What does Canal+’s strategy show investors?
In September 2025, France's Canal+ completed its takeover of MultiChoice for roughly $3.2 billion. The combined entity serves about 40 million subscribers across 70 countries. Canal+ CEO, Maxime Saada, has talked about scale, cost synergies, and an aggressive turnaround. What he has bought, in markets like Uganda, is a sports-rights aggregator with a legacy decoder business.
The thesis for the Ugandan market is clear: The high-ARPU base is defensible as long as MultiChoice retains EPL exclusivity in sub-Saharan Africa. The 2024/25 renewal locks that in for now. However, the next negotiation will find Canal+ holding significant European football rights. By killing Showmax, it views standalone streaming as a distraction from the core pay-TV business. The low-ARPU mass market, meanwhile, belongs to StarTimes, and free-to-air digital terrestrial channels that the 2015 digital migration put in millions of Ugandan homes.

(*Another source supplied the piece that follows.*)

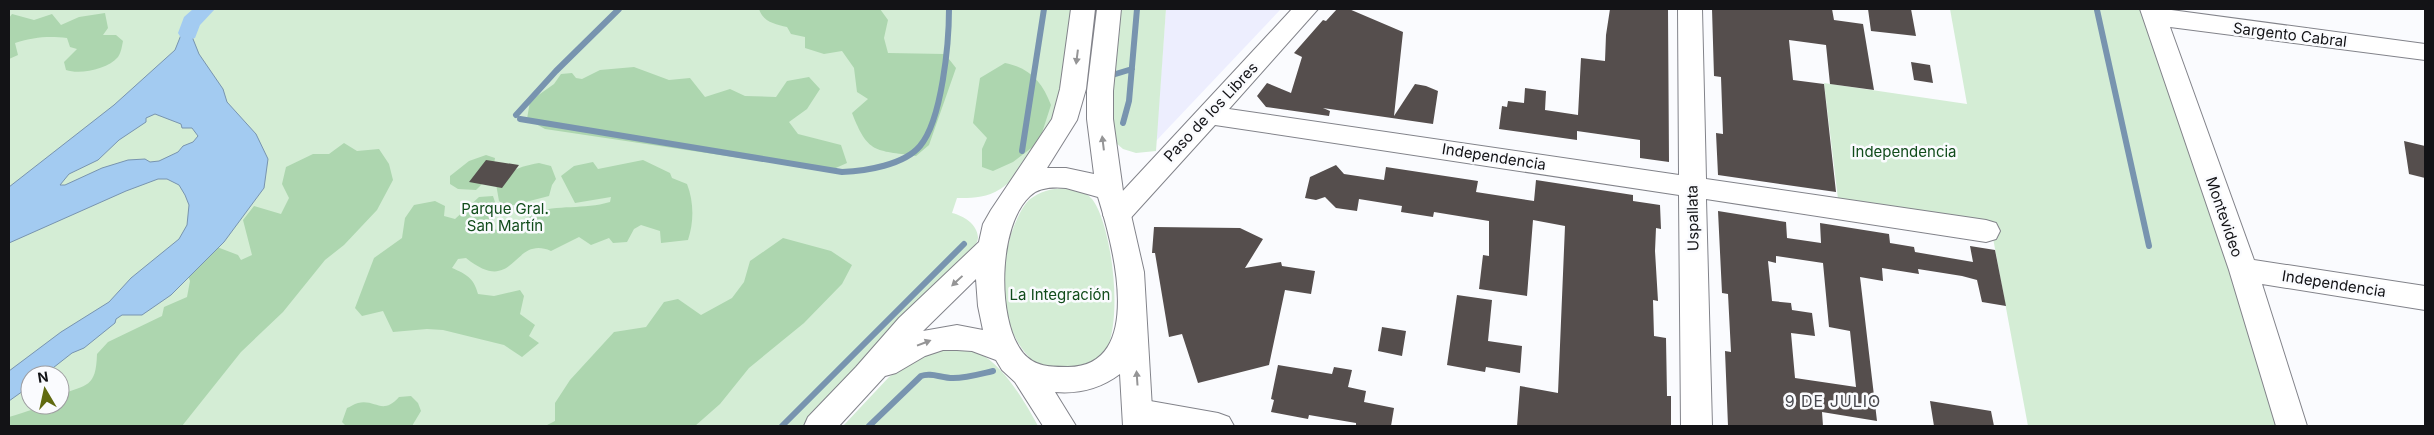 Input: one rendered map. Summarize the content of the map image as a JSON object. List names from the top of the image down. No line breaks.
{"streets":{"street":["Sargento Cabral","Paso de los Libres","Independencia","Montevideo","Uspallata"]},"crossings":[["Sargento Cabral","Montevideo"],["Paso de los Libres","Independencia"],["Independencia","Montevideo"],["Independencia","Uspallata"]],"districts":["9 DE JULIO"],"parks":["Independencia","Parque Gral. San Martín","La Integración"],"north":"top"}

For investors, the structural call is straightforward. Uganda's pay-TV market is splitting into two distinct entities. One is a small, premium sports-led subscription business, and the other is a price-driven, thin-margin tier that competes with free television. The interesting question is, will MultiChoice, now under French ownership, keep selling Premier League access in a bundle, or will it accept that the bundle was always a delivery mechanism for one product, and price it accordingly? The weekly DStv subscription is a suggestion that the company has already started to answer.